Communication: Inter-Process Communication (IPC) requires explicit mechanisms — pipes, sockets, shared memory segments, or message queues. This adds latency and complexity.
Context switch cost: The OS must flush the TLB (Translation Lookaside Buffer) when switching between processes. This costs roughly 1,000–2,000 additional CPU cycles compared to a same-process thread switch.
Creation cost: Spawning a process via fork() takes 1–10 ms.
Threads
A thread is the OS unit of execution within a process. All threads in a process share the same heap and file descriptors, but each has its own:
- Stack (typically 1–8 MB, allocated upfront by the OS)
- Register set and program counter
Memory overhead: ~1–8 MB per thread (dominated by the stack). 1,000 threads = 1–8 GB just in stacks.
Context switch cost: Thread switches within a process skip TLB flushes, making them 2–5× faster than process switches.
Creation cost: 10–100 µs.
Synchronization: Shared memory is convenient but dangerous. Any thread can read or overwrite any data in the heap. Correct concurrent mutation requires locks, atomics, or lock-free structures. Missing synchronization causes data races and undefined behavior.
Coroutines / Green Threads / Goroutines
These are all variants of user-space scheduling: the runtime (not the OS kernel) decides which logical unit of work runs on which OS thread.
| Concept | Description |
|---|---|
| Coroutine | Language construct; suspends at explicit yield/await points (cooperative) |
| Green thread | Runtime-managed thread; may be cooperative or preemptive |
| Goroutine (Go) | Runtime-managed; uses work-stealing M:N scheduler; preemptive since Go 1.14 |
| async task (Python/JS/Rust) | Event-loop driven; cooperative; runs on one or more OS threads |
The M:N model maps M goroutines (or green threads) onto N OS threads. Go's runtime typically sets N to GOMAXPROCS (default: number of CPU cores). When a goroutine blocks on I/O, the runtime parks it and schedules another goroutine on the same OS thread — no OS context switch required.
Memory overhead: A Go goroutine starts with an 8 KB stack that grows dynamically. 100,000 goroutines ≈ 800 MB — versus 100 GB for the same count of OS threads at 1 MB each.
Context switch cost: User-space only; on the order of tens of nanoseconds versus ~1 µs for an OS thread switch.

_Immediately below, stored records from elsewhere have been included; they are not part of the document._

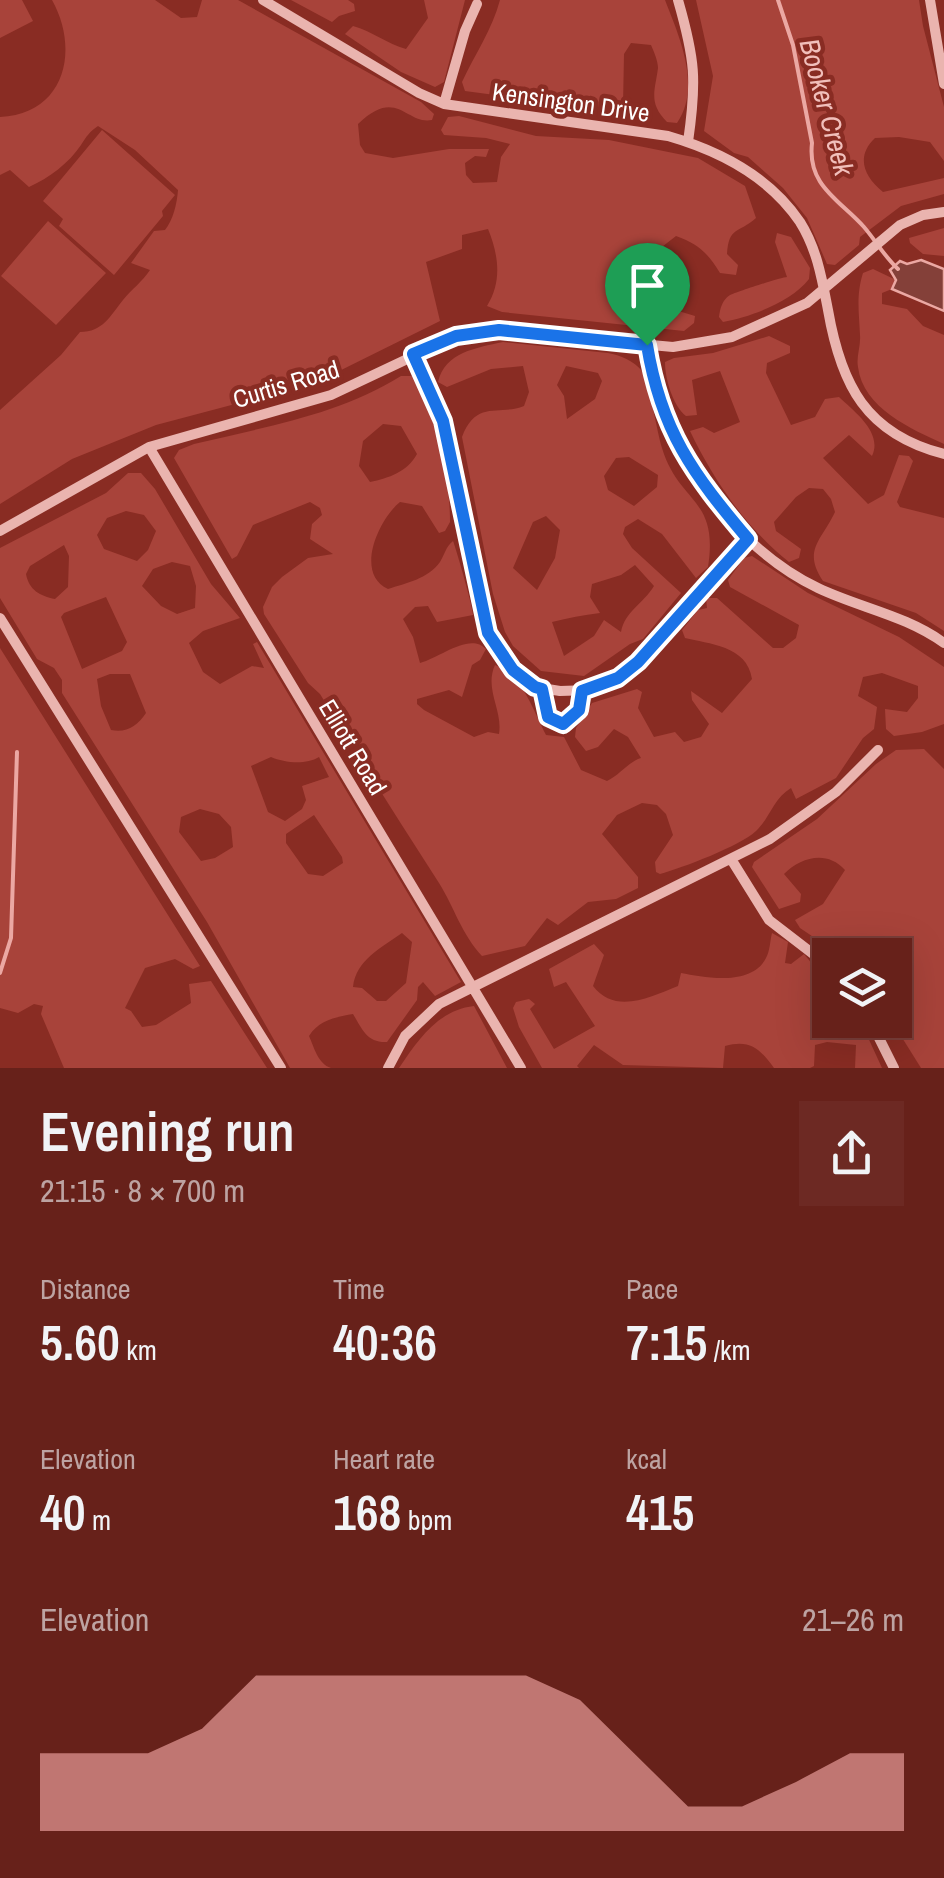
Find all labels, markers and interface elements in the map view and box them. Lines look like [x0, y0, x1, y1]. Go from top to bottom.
water label: Booker Creek [790, 34, 864, 181]
street label: Kensington Drive [490, 74, 652, 130]
pin [605, 243, 690, 346]
icon: arrive [620, 258, 675, 313]
street label: Curtis Road [229, 352, 343, 416]
street label: Elliott Road [311, 693, 395, 801]
map controls [812, 938, 912, 1038]
button: layers [812, 938, 912, 1038]
text: Evening run [40, 1094, 295, 1168]
button: share [799, 1101, 904, 1206]
text: 21:15 · 8 × 700 m [40, 1169, 245, 1212]
text: Distance [40, 1270, 131, 1308]
text: Time [333, 1270, 385, 1308]
text: Pace [626, 1270, 678, 1308]
text: 5.60 [40, 1308, 120, 1376]
text: 40:36 [333, 1308, 437, 1376]
text: 7:15 [626, 1308, 707, 1376]
text: km [120, 1331, 157, 1369]
text: /km [707, 1331, 751, 1369]
text: Elevation [40, 1440, 136, 1478]
text: Heart rate [333, 1440, 435, 1478]
text: kcal [626, 1440, 667, 1478]
text: 40 [40, 1478, 86, 1546]
text: 168 [333, 1478, 401, 1546]
text: 415 [626, 1478, 694, 1546]
text: m [86, 1501, 111, 1539]
text: bpm [401, 1501, 452, 1539]
text: Elevation [40, 1598, 149, 1641]
text: 21–26 m [802, 1598, 904, 1641]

Scheduling: Go's scheduler is preemptive (goroutines can be suspended at any safe point). Python's asyncio and JavaScript are cooperative (a task must await or return to yield control). A CPU-bound coroutine in a cooperative system can starve all other tasks on the event loop.
References:
- adaskin.github.io — Green threads, goroutines, and coroutines
- kushallabs.com — Understanding Concurrency in Go
Memory and Cost Comparison
| Dimension | Process | OS Thread | Goroutine / Coroutine |
|---|---|---|---|
| Stack memory | 10–100 MB | 1–8 MB | 8 KB (Go); grows on demand |
| Creation cost | 1–10 ms | 10–100 µs | < 1 µs |
| Context switch | ~10 µs (TLB flush) | ~1–5 µs | ~100 ns (user-space) |
| Memory isolation | Full (kernel-enforced) | None (shared heap) | None (shared heap) |
| Fault isolation | Full | None | None |
| True parallelism | Yes (multi-core) | Yes (multi-core) | Yes, if M:N with N > 1 |
Principle
Match the concurrency primitive to the workload, not to convention.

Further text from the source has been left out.